++++ Data supplied ++++

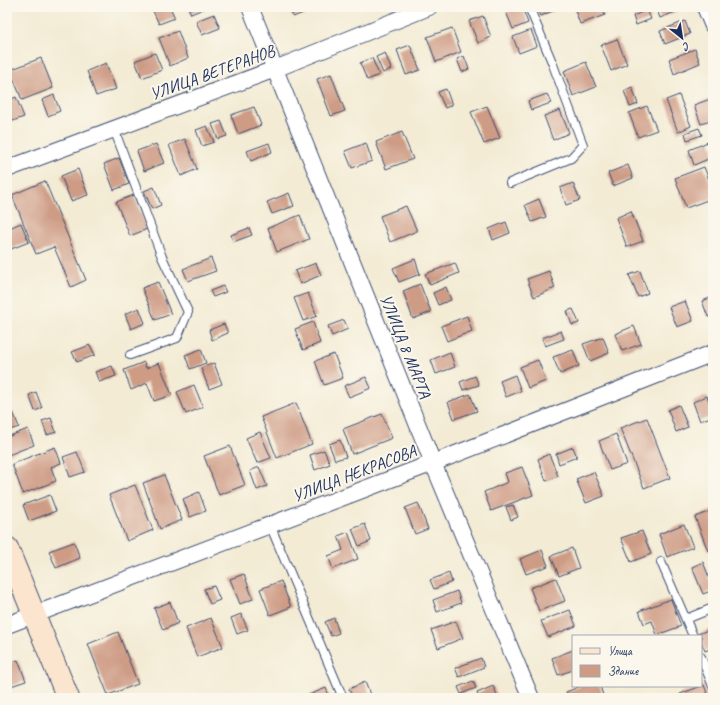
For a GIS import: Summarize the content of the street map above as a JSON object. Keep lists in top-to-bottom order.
{
  "streets": {
    "street": ["УЛИЦА ВЕТЕРАНОВ", "УЛИЦА 8 МАРТА", "УЛИЦА НЕКРАСОВА"]
  },
  "crossings": [
    ["УЛИЦА ВЕТЕРАНОВ", "УЛИЦА 8 МАРТА"],
    ["УЛИЦА 8 МАРТА", "УЛИЦА НЕКРАСОВА"]
  ],
  "legend": ["Улица", "Здание"],
  "north": "bottom right"
}
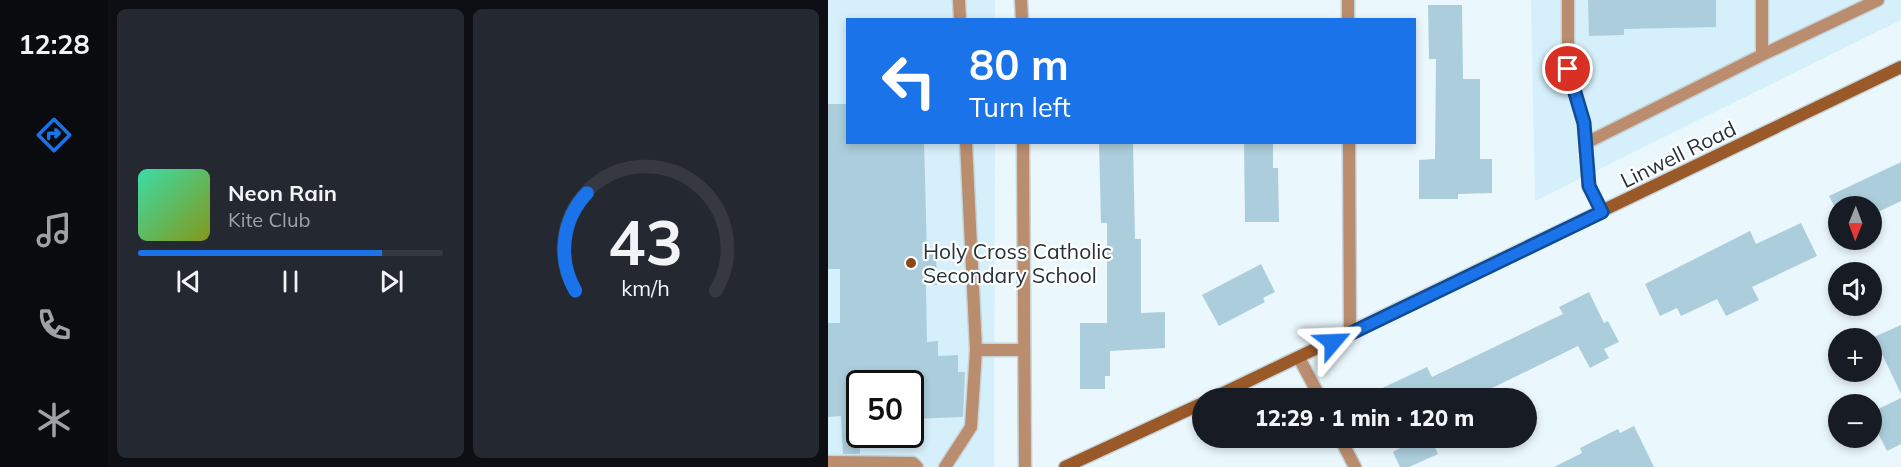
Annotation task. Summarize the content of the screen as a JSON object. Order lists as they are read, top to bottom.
{
  "streets": {
    "main road": ["Linwell Road"]
  },
  "places": ["Holy Cross Catholic Secondary School"],
  "north": "bottom",
  "page": {
    "tabs": "12:28",
    "turn": ["80 m", "Turn left"],
    "song": ["Neon Rain", "Kite Club"],
    "map_buttons": ["+", "−"],
    "limit": "50",
    "trip": "12:29 · 1 min · 120 m",
    "gauge": ["43", "km/h"]
  }
}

++++

» **Assignment**
Using the data above, write out every line exactly, leaving the images behind.

» **Your response**
For a GIS import: Summarize the content of the street map above as a JSON object. Keep lists in top-to-bottom order.
{
  "streets": {
    "street": ["УЛИЦА ВЕТЕРАНОВ", "УЛИЦА 8 МАРТА", "УЛИЦА НЕКРАСОВА"]
  },
  "crossings": [
    ["УЛИЦА ВЕТЕРАНОВ", "УЛИЦА 8 МАРТА"],
    ["УЛИЦА 8 МАРТА", "УЛИЦА НЕКРАСОВА"]
  ],
  "legend": ["Улица", "Здание"],
  "north": "bottom right"
}
Annotation task. Summarize the content of the screen as a JSON object. Order lists as they are read, top to bottom.
{
  "streets": {
    "main road": ["Linwell Road"]
  },
  "places": ["Holy Cross Catholic Secondary School"],
  "north": "bottom",
  "page": {
    "tabs": "12:28",
    "turn": ["80 m", "Turn left"],
    "song": ["Neon Rain", "Kite Club"],
    "map_buttons": ["+", "−"],
    "limit": "50",
    "trip": "12:29 · 1 min · 120 m",
    "gauge": ["43", "km/h"]
  }
}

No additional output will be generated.